La Vergine mi disse, mostrandomi la Vergine Maria: Tu ami molto questa buo­na e tenera Madre, non è vero? Sei testimone della gloria che la circonda, per quanto non la vedi come la vedresti se tu fossi qui sempre. Dimmi, vale la pena che si facciano degli sforzi per meritarle la gloria del cielo? E, te lo ripeto, non sono le grandi cose che fanno meritare il cielo. L'anima non deve dire: vorrei soffrire; desidererei tale croce, tale privazione, tale umiliazione, perché la propria volontà rovina tutto. È meglio avere meno privazioni, meno sofferenze, meno umiliazioni per la volontà di Dio, che un grandissimo numero per la propria volontà. L'essen­ziale è accettare, con amore e con un'intera conformità alla sua volontà, tutto ciò che piacerà al Signore di inviarci. Vi sono, nell'inferno, anime che avevano chiesto a Dio croci e umiliazioni. Dio le ha esaudite, ma non hanno saputo approfittare di tali grazie: l'orgoglio le ha perdute. Senza domandare nulla, accetta con ricono­scenza tutto ciò che il buon Dio ti invierà.
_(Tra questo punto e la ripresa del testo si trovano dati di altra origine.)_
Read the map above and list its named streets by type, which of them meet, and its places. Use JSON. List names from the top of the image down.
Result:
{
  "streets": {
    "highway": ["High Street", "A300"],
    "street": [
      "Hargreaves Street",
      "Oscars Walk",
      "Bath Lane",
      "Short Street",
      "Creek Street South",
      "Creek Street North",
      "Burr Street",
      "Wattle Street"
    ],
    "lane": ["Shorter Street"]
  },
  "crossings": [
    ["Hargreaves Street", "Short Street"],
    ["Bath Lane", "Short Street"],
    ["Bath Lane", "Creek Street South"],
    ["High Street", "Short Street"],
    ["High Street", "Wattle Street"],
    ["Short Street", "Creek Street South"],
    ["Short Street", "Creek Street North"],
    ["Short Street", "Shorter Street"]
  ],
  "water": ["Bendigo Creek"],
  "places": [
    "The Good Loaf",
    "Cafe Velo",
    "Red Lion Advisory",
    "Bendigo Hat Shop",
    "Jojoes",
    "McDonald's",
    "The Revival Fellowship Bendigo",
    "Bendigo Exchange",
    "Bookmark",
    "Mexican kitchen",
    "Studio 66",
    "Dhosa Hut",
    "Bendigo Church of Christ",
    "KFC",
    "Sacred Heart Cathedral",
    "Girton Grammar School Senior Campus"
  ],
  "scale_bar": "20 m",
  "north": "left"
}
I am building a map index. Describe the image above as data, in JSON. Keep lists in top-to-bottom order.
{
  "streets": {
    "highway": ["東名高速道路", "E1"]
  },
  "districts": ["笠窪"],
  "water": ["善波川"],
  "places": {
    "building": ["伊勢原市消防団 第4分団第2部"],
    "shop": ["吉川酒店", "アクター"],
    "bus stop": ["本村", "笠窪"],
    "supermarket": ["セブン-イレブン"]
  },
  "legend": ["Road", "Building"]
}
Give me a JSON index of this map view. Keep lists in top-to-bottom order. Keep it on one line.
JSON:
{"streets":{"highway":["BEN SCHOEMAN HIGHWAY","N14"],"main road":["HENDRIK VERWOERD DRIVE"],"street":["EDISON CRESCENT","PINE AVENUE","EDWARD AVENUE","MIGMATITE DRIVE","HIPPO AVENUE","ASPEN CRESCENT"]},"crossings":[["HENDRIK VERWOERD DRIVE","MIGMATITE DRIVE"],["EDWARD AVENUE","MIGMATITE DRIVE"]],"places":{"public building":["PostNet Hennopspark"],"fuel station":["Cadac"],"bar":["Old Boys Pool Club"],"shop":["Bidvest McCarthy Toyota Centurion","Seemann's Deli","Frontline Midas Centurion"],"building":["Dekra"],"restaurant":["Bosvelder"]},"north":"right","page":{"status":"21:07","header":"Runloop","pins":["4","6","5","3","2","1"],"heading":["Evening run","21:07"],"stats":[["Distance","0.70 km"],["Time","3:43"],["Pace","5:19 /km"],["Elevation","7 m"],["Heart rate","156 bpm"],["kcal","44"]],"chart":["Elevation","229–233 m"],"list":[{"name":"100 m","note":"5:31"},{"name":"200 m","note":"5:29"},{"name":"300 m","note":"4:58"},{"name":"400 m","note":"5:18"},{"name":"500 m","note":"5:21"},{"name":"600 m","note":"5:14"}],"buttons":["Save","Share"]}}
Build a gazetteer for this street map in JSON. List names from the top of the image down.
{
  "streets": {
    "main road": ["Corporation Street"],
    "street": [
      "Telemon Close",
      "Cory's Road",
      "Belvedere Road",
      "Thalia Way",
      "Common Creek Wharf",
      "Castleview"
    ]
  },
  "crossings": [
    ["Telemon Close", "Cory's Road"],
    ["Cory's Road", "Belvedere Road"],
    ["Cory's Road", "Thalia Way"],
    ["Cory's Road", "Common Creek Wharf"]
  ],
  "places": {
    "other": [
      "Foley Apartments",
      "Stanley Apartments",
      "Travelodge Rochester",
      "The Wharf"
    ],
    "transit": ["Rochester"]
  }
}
Quante illusioni vi sono ancora, quando Dio invia la malattia! Invece di appro­fittarne, si dice: Ah! se fossi in salute, farei tale cosa, tali opere per Dio, per la mia anima! Se si domanda la guarigione, lo si faccia sempre ponendo questa condizio­ne: Mio Dio, se è la Tua volontà; se l'interesse della Tua gloria lo esige; se il be­ne della mia anima lo richiede!
Desidererei, aggiunse la vergine, scendere con te sulla terra per soffrire, per essere più conforme in tutto alla volontà di Dio, per procurarGli una gloria più gran­de, per rendermi degna di avvicinarmi più da vicino a questa sovrana bellezza. Che l'anima ami molto Dio, questo Padre celeste, tenero e compassionevole; che ami il prossimo più di se stessa; che ami i poveri. Se possiede solo un pezzo di pane, lo divida con essi, e la misericordiosa bontà di Dio provvederà per l'indo­mani, e non le lascerà mai mancare il necessario. Che Dio solo sia tutto in ogni co­sa; che quest'anima non abbia altra ambizione che di piacergli e di compiere la Sua santa volontà. Oh! quanto una simile anima sarebbe gradita alla sua divina Maestà! Quest'anima potrebbe da sola convertire milioni di altre anime. Che l'a­nima ami così Dio e il suo prossimo, abbia in ogni circostanza, una grande e in­crollabile fiducia. Siccome tutti gli uomini che vivono sulla terra sono deboli, Dio permetterà che quest'anima commetta degli errori per mantenerla nella sua umiltà: non si scoraggi, si penta, confessi le sue colpe al sacerdote, e Dio gliele perdonerà. Oh sì! Che abbia fiducia, qualunque siano i suoi peccati: li confessi tut­ti, e tutti le saranno rimessi.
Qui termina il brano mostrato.